Previously, the drugs could only be disposed of at home, brought to a law enforcement agency or brought to one of two annual community “take back” days that the DEA started in 2011. Unused drugs are often found in homes because physicians typically prescribe thirty days’ worth of painkillers after surgery or illness, which can lead to addiction or to the drugs being left in home medicine cabinets where they are ripe for misuse.

Under the rule, certain outlets (including manufacturers, distributors, narcotic treatment programs, retail pharmacies and hospitals/clinics with an on-site pharmacy) can apply to the DEA to become authorized collectors. The public can find authorized collectors in their communities by calling the DEA Office of Diversion Control’s Registration Call Center at 1-800-882-9539.

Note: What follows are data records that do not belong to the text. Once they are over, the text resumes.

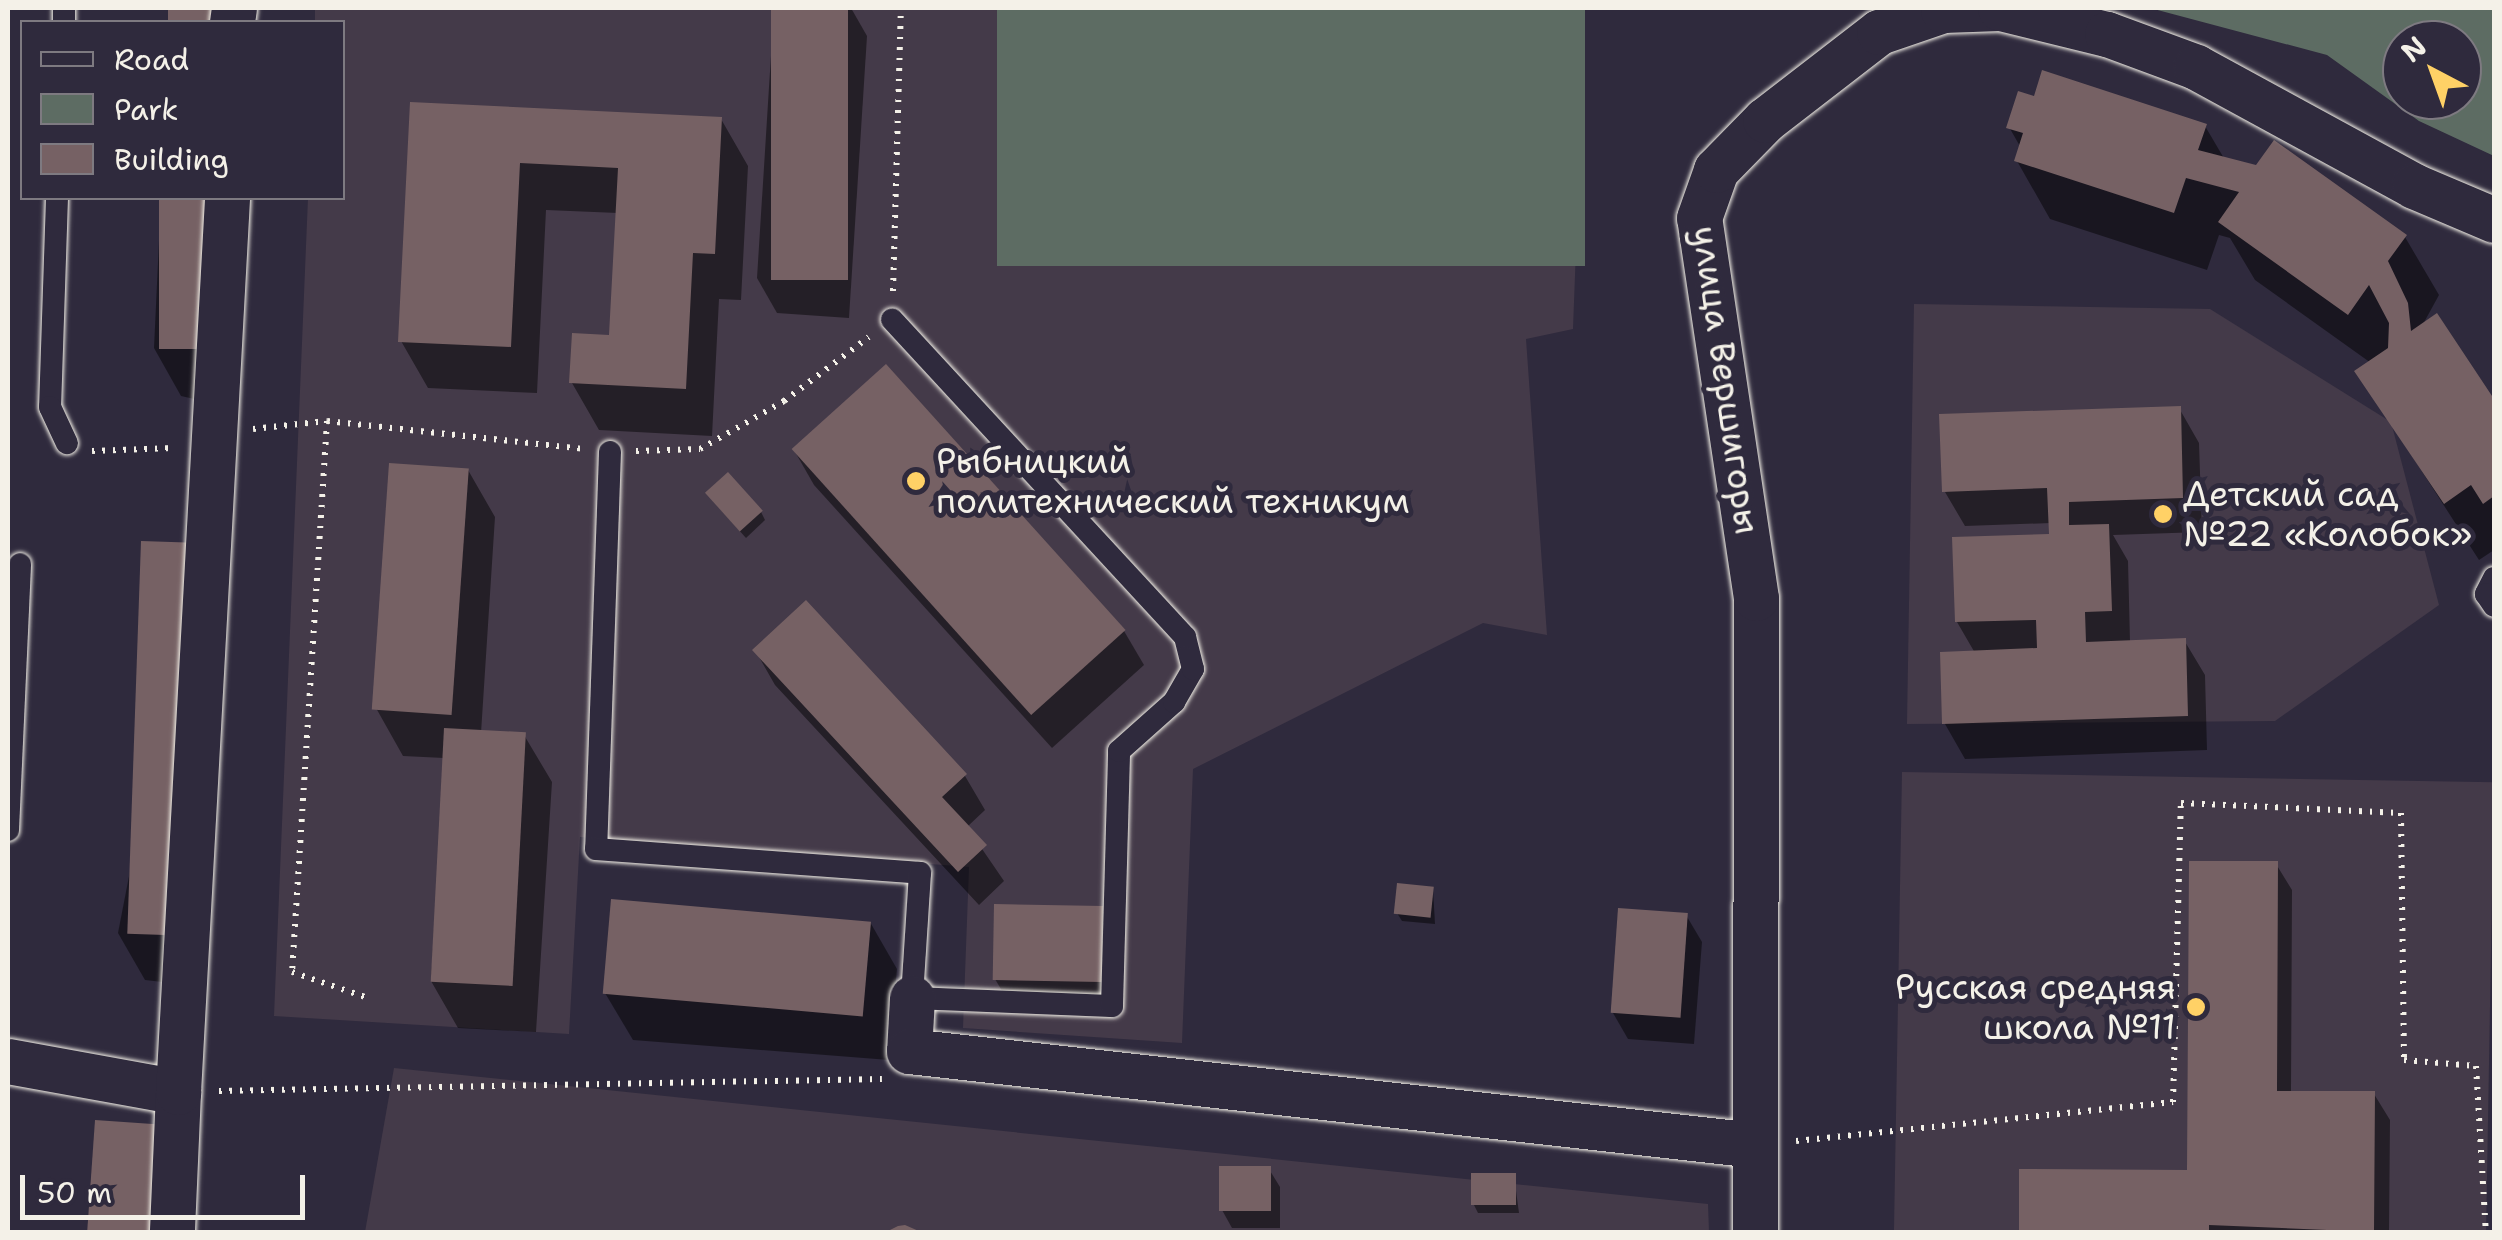 <!DOCTYPE html>
<html>
<head>
<meta charset="utf-8">
<style>
  body { margin:0 }
  #map { position:relative; width:2502px; height:1240px; overflow:hidden; background:#2f2a3d; font-family:"Shantell Sans",sans-serif }
  div>[style] { position:absolute }
  .built>* { inset:0; background:#443a49; transform-origin:0 0 }
  .green>* { inset:0; background:#5d6c63; transform-origin:0 0 }
  .shadow>* { inset:0; background:#0007 }
  .building>* { inset:0; background:#766164; transform-origin:0 0 }
  .path>* { height:6px; margin-top:-3px; transform-origin:0; background:repeating-linear-gradient(90deg,#f4f1e8 0 2.5px,transparent 0 10.5px) }
  .roads { filter:drop-shadow(0 0 2px #f4f1e8) drop-shadow(0 0 2px #f4f1e8) }
  .service>* { height:22px; margin:-11px; padding:0 11px; transform-origin:11px; border-radius:11px; background:#2f2a3d }
  .minor>* { height:45px; margin:-22.5px; padding:0 22.5px; transform-origin:22.5px; border-radius:22.5px; background:#2f2a3d }
  .dots>* { width:28px; height:28px; translate:-50% -50%; box-sizing:border-box; border:5px solid #2f2a3d; border-radius:50% }
  span { translate:-50% -50%; white-space:nowrap; text-align:center; line-height:1.15; -webkit-text-stroke:10px #2f2a3d; paint-order:stroke }
  .street-label { font-size:35px; color:#f4f1e8 }
  .poi-label { font-size:35px; color:#f4f1e8 }
  .left { translate:0 -50%; text-align:left }
  .right { translate:-100% -50%; text-align:right }
  .frame { position:absolute; inset:0; border:10px solid #f4f1e8; pointer-events:none }
  .legend { position:absolute; left:20px; top:20px; width:325px; height:180px; box-sizing:border-box; background:#2f2a3d; border:2px solid #7e7a81; margin:0; padding:12px 18px; list-style:none; font-size:30px; color:#f4f1e8 }
  .legend li { display:flex; align-items:center; gap:20px; height:50px }
  .legend b { width:50px; border:2px solid #7e7a81 }
  .north { position:absolute; left:2382px; top:20px; width:100px; height:100px; box-sizing:border-box; background:#2f2a3d; border:2px solid #7e7a81; border-radius:50%; rotate:319deg; font-size:28px; font-weight:700; line-height:40px; text-align:center; color:#f4f1e8 }
  .north::after { content:''; display:block; margin:auto; width:35px; height:45px; background:#ffd166; clip-path:polygon(50% 0,100% 100%,50% 72%,0 100%) }
  .scale { position:absolute; left:20px; top:1175px; width:285px; height:45px; box-sizing:border-box; border:5px solid #f4f1e8; border-top:0; padding-left:12px; font-size:30px; line-height:35px; white-space:nowrap; color:#f4f1e8; -webkit-text-stroke:8px #2f2a3d; paint-order:stroke }
</style>
</head>
<body>
<div id="map">
  <div class="built">
    <i style="clip-path:polygon(315px 8px,1585px 8px,1573px 329px,1526px 339px,1547px 635px,1483px 623px,1193px 769px,1182px 1043px,963px 1028px,969px 867px,580px 837px,569px 1034px,274px 1016px,308px 198px,342px 198px,342px 22px,315px 22px)"></i>
    <i style="clip-path:polygon(1914px 304px,2210px 309px,2391px 422px,2439px 605px,2275px 721px,1907px 724px)"></i>
    <i style="left:1902px;top:772px;width:592px;height:460px;rotate:1deg"></i>
    <i style="clip-path:polygon(394px 1068px,1708px 1204px,1709px 1232px,365px 1232px)"></i>
  </div>
  <div class="green">
    <i style="left:997px;top:8px;width:588px;height:258px"></i>
    <i style="clip-path:polygon(evenodd,2150px 8px,2494px 8px,2494px 156px,2419px 121px,2327px 55px,2150px 8px,2402px 40px,2462px 40px,2462px 100px,2402px 100px,2402px 40px)"></i>
  </div>
  <div class="shadow">
    <i style="clip-path:polygon(774px 8px,851px 8px,867px 36px,849px 318px,777px 313px,757px 278px)"></i>
    <i style="clip-path:polygon(413px 104px,721px 119px,748px 166px,741px 300px,719px 299px,712px 436px,599px 430px,572px 383px,611px 338px,618px 213px,546px 210px,537px 393px,428px 388px,401px 341px)"></i>
    <i style="clip-path:polygon(2205px 126px,2225px 160px,2405px 237px,2439px 295px,2422px 326px,2436px 317px,2494px 403px,2494px 550px,2479px 560px,2358px 372px,2371px 363px,2255px 280px,2230px 238px,2219px 235px,2207px 270px,2050px 219px,2017px 161px,2021px 148px,2009px 127px)"></i>
    <i style="clip-path:polygon(161px 198px,244px 198px,234px 408px,181px 396px,154px 348px)"></i>
    <i style="clip-path:polygon(2179px 408px,2199px 443px,2202px 532px,2113px 535px,2128px 561px,2130px 642px,2184px 640px,2205px 675px,2207px 750px,1965px 759px,1945px 724px,1975px 653px,1957px 622px,2052px 536px,2051px 523px,1965px 526px,1945px 492px)"></i>
    <i style="clip-path:polygon(794px 450px,1124px 631px,1144px 665px,1052px 748px,814px 485px)"></i>
    <i style="clip-path:polygon(468px 470px,495px 517px,481px 733px,524px 735px,552px 782px,536px 1032px,458px 1028px,431px 981px,444px 758px,403px 756px,376px 708px)"></i>
    <i style="clip-path:polygon(713px 501px,761px 512px,765px 520px,746px 538px)"></i>
    <i style="clip-path:polygon(193px 546px,197px 986px,145px 980px,118px 933px)"></i>
    <i style="clip-path:polygon(755px 650px,965px 776px,985px 810px,967px 827px,1004px 881px,979px 905px,775px 685px)"></i>
    <i style="clip-path:polygon(2276px 864px,2292px 890px,2291px 1093px,2374px 1094px,2390px 1120px,2389px 1232px,2021px 1232px,2022px 1172px,2190px 1172px)"></i>
    <i style="clip-path:polygon(1433px 889px,1435px 924px,1402px 921px,1397px 913px)"></i>
    <i style="clip-path:polygon(1101px 909px,1117px 935px,1116px 1008px,1011px 1006px,995px 979px)"></i>
    <i style="clip-path:polygon(1686px 915px,1702px 942px,1694px 1044px,1628px 1039px,1613px 1013px)"></i>
    <i style="clip-path:polygon(870px 922px,897px 969px,889px 1060px,633px 1040px,605px 993px)"></i>
    <i style="clip-path:polygon(1269px 1169px,1280px 1187px,1280px 1228px,1232px 1228px,1222px 1210px)"></i>
    <i style="clip-path:polygon(1514px 1176px,1519px 1213px,1478px 1213px,1474px 1205px)"></i>
  </div>
  <div class="building">
    <i style="left:168px;top:8px;width:58px;height:14px"></i>
    <i style="left:771px;top:8px;width:77px;height:272px"></i>
    <i style="clip-path:polygon(2042px 70px,2207px 124px,2198px 150px,2256px 165px,2274px 140px,2407px 235px,2388px 261px,2408px 303px,2411px 331px,2437px 313px,2494px 399px,2494px 496px,2483px 504px,2471px 485px,2444px 504px,2354px 371px,2388px 348px,2389px 323px,2369px 285px,2348px 315px,2218px 222px,2239px 192px,2186px 178px,2174px 213px,2014px 161px,2023px 133px,2006px 128px,2018px 91px,2034px 96px)"></i>
    <i style="clip-path:polygon(410px 102px,722px 117px,715px 254px,693px 253px,686px 389px,569px 383px,572px 333px,609px 335px,618px 168px,520px 163px,511px 347px,398px 342px)"></i>
    <i style="left:159px;top:198px;width:57px;height:151px"></i>
    <i style="left:886px;top:364px;width:358px;height:127px;rotate:48deg"></i>
    <i style="clip-path:polygon(2181px 406px,2183px 498px,2069px 502px,2069px 525px,2109px 524px,2112px 611px,2085px 612px,2086px 642px,2186px 638px,2188px 716px,1942px 724px,1940px 652px,2037px 648px,2036px 620px,1955px 622px,1952px 537px,2049px 534px,2047px 488px,1942px 492px,1939px 414px)"></i>
    <i style="left:389px;top:463px;width:80px;height:247px;rotate:4deg"></i>
    <i style="left:728px;top:472px;width:52px;height:31px;rotate:48deg"></i>
    <i style="left:141px;top:541px;width:53px;height:393px;rotate:2deg"></i>
    <i style="clip-path:polygon(806px 600px,967px 774px,942px 797px,987px 845px,958px 872px,752px 650px)"></i>
    <i style="left:444px;top:728px;width:82px;height:254px;rotate:3deg"></i>
    <i style="clip-path:polygon(2189px 861px,2278px 861px,2277px 1091px,2375px 1091px,2374px 1232px,2209px 1225px,2209px 1232px,2019px 1232px,2019px 1169px,2187px 1170px)"></i>
    <i style="left:1397px;top:883px;width:37px;height:31px;rotate:6deg"></i>
    <i style="left:611px;top:899px;width:261px;height:95px;rotate:5deg"></i>
    <i style="left:994px;top:904px;width:109px;height:76px;rotate:1deg"></i>
    <i style="left:1618px;top:908px;width:70px;height:105px;rotate:4deg"></i>
    <i style="left:95px;top:1120px;width:65px;height:112px;rotate:4deg"></i>
    <i style="left:1271px;top:1166px;width:45px;height:52px;rotate:90deg"></i>
    <i style="left:1516px;top:1173px;width:32px;height:45px;rotate:90deg"></i>
    <i style="clip-path:polygon(905px 1225px,921px 1232px,886px 1232px,898px 1226px)"></i>
  </div>
  <div class="path">
    <i style="left:893px;top:291px;width:283px;rotate:-88.4deg"></i>
    <i style="left:327px;top:421px;width:552px;rotate:93.63deg"></i>
    <i style="left:292px;top:972px;width:77px;rotate:18.9deg"></i>
    <i style="left:253px;top:429px;width:74px;rotate:-6.2deg"></i>
    <i style="left:327px;top:421px;width:258px;rotate:6.2deg"></i>
    <i style="left:92px;top:451px;width:81px;rotate:-2.1deg"></i>
    <i style="left:636px;top:451px;width:64px;rotate:-1.8deg"></i>
    <i style="left:700px;top:449px;width:97px;rotate:-29.7deg"></i>
    <i style="left:784px;top:401px;width:106px;rotate:-37deg"></i>
    <i style="left:219px;top:1091px;width:663px;rotate:-1.04deg"></i>
    <i style="left:1796px;top:1141px;width:379px;rotate:-5.9deg"></i>
    <i style="left:2173px;top:1102px;width:299px;rotate:-88.5deg"></i>
    <i style="left:2181px;top:803px;width:220px;rotate:2.6deg"></i>
    <i style="left:2401px;top:813px;width:247px;rotate:89.3deg"></i>
    <i style="left:2404px;top:1060px;width:72px;rotate:4.8deg"></i>
    <i style="left:2476px;top:1066px;width:166px;rotate:86.6deg"></i>
  </div>
  <div class="roads">
    <div class="service">
      <i style="left:64px;top:22px;width:14px;rotate:-90deg"></i>
      <i style="left:57px;top:198px;width:209px;rotate:91.9deg"></i>
      <i style="left:50px;top:407px;width:40px;rotate:65deg"></i>
      <i style="left:610px;top:452px;width:397px;rotate:92deg"></i>
      <i style="left:596px;top:849px;width:325px;rotate:4.2deg"></i>
      <i style="left:920px;top:873px;width:125px;rotate:93.7deg"></i>
      <i style="left:912px;top:998px;width:200px;rotate:2.3deg"></i>
      <i style="left:1112px;top:1006px;width:255px;rotate:-88.4deg"></i>
      <i style="left:1119px;top:751px;width:74px;rotate:-41.7deg"></i>
      <i style="left:1174px;top:702px;width:38px;rotate:-60deg"></i>
      <i style="left:1193px;top:669px;width:33px;rotate:-104deg"></i>
      <i style="left:1185px;top:637px;width:432px;rotate:-132.7deg"></i>
      <i style="left:2494px;top:578px;width:18px;rotate:117deg"></i>
      <i style="left:2486px;top:594px;width:14px;rotate:56deg"></i>
      <i style="left:8px;top:830px;width:266px;rotate:-87.4deg"></i>
    </div>
    <div class="minor">
      <i style="left:232px;top:22px;width:14px;rotate:-82deg"></i>
      <i style="left:912px;top:998px;width:53px;rotate:93.2deg"></i>
      <i style="left:909px;top:1051px;width:851px;rotate:6.34deg"></i>
      <i style="left:8px;top:1061px;width:173px;rotate:10.3deg"></i>
      <i style="left:178px;top:1092px;width:140px;rotate:92.5deg"></i>
      <i style="left:178px;top:1092px;width:895px;rotate:-86.86deg"></i>
      <i style="left:1755px;top:1232px;width:634px;rotate:-89.91deg"></i>
      <i style="left:1756px;top:598px;width:384px;rotate:-98.5deg"></i>
      <i style="left:1699px;top:218px;width:51px;rotate:-70.5deg"></i>
      <i style="left:1716px;top:170px;width:70px;rotate:-45.6deg"></i>
      <i style="left:1765px;top:120px;width:144px;rotate:-37.7deg"></i>
      <i style="left:1879px;top:32px;width:68px;rotate:-19deg"></i>
      <i style="left:1943px;top:10px;width:57px;rotate:-2deg"></i>
      <i style="left:2000px;top:8px;width:110px;rotate:13.7deg"></i>
      <i style="left:2107px;top:34px;width:95px;rotate:20.3deg"></i>
      <i style="left:2196px;top:67px;width:248px;rotate:28.6deg"></i>
      <i style="left:2414px;top:186px;width:87px;rotate:23deg"></i>
    </div>
  </div>
  <div class="dots">
    <i style="left:916px;top:481px;background:#ffd166"></i>
    <i style="left:2163px;top:514px;background:#ffd166"></i>
    <i style="left:2196px;top:1007px;background:#ffd166"></i>
  </div>
  <div class="street-label">
    <span style="left:1726px;top:380px;rotate:82deg">улица Вершигоры</span>
  </div>
  <div class="poi-label">
    <span class="left" style="left:936px;top:481px">Рыбницкий<br>политехнический техникум</span>
    <span class="left" style="left:2183px;top:514px">Детский сад<br>№22 «Колобок»</span>
    <span class="right" style="left:2176px;top:1007px">Русская средняя<br>школа №11</span>
  </div>
  <div class="frame"></div>
  <ul class="legend">
  <li><b style="height:12px;background:#2f2a3d"></b>Road</li>
  <li><b style="height:28px;background:#5d6c63"></b>Park</li>
  <li><b style="height:28px;background:#766164"></b>Building</li>
  </ul>
  <div class="north">N</div>
  <div class="scale">50 m</div>
</div>
</body>
</html>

Experts say the rule is a good start toward getting millions of controlled substances out of the hands of abusers and potential abusers. Data clearly demonstrates the need:

  • According to the 2012 National Survey on Drug Use and Health, almost twice as many Americans (6.8 million) currently abuse pharmaceutical controlled substances than those using cocaine, hallucinogens, heroin and inhalants combined.
  • Nearly 110 Americans die every day from drug-related overdoses, and about half of those overdoses are related to opioids, a class of drug that includes prescription painkillers and heroin.
  • More than two-thirds of people who misuse prescription painkillers for the first time report obtaining the drugs from friends or relatives, including from a home medicine cabinet.

Writing for the Network for Public Health Law blog, lawyer Corey Davis said that while the new rule doesn’t address some key issues—such as who will pay for the returned drugs to be destroyed and whether pharmacies will face any liability if returned drugs are stolen—“it’s an important step forward in drug abuse and overdose prevention.”